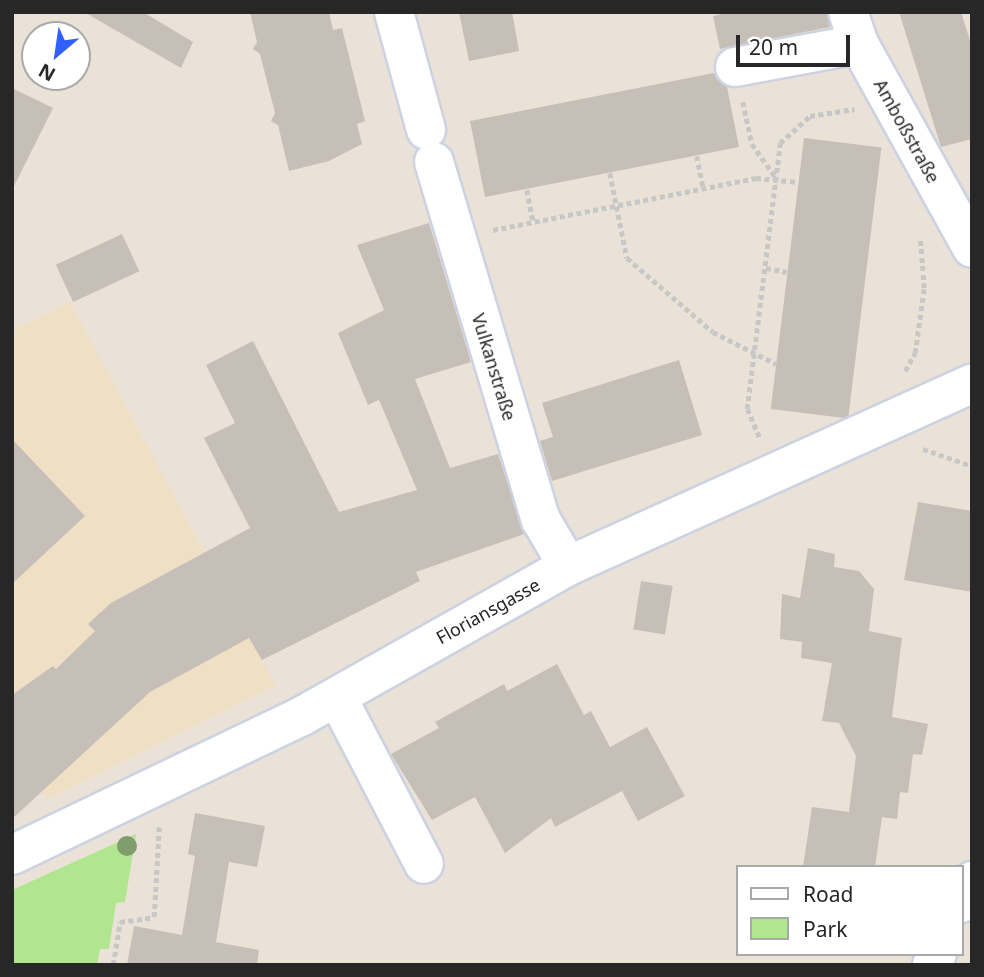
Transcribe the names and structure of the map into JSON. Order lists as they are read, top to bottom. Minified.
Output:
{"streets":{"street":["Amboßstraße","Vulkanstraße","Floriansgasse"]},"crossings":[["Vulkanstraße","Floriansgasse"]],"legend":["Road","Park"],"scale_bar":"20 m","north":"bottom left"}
□ □ □ □ □
WHAT TO DO :: Make an exact copy of the whole listing, but don't bring over any pictures.

RESPONSE AREA ::
Transcribe the names and structure of the map into JSON. Order lists as they are read, top to bottom. Minified.
Output:
{"streets":{"street":["Amboßstraße","Vulkanstraße","Floriansgasse"]},"crossings":[["Vulkanstraße","Floriansgasse"]],"legend":["Road","Park"],"scale_bar":"20 m","north":"bottom left"}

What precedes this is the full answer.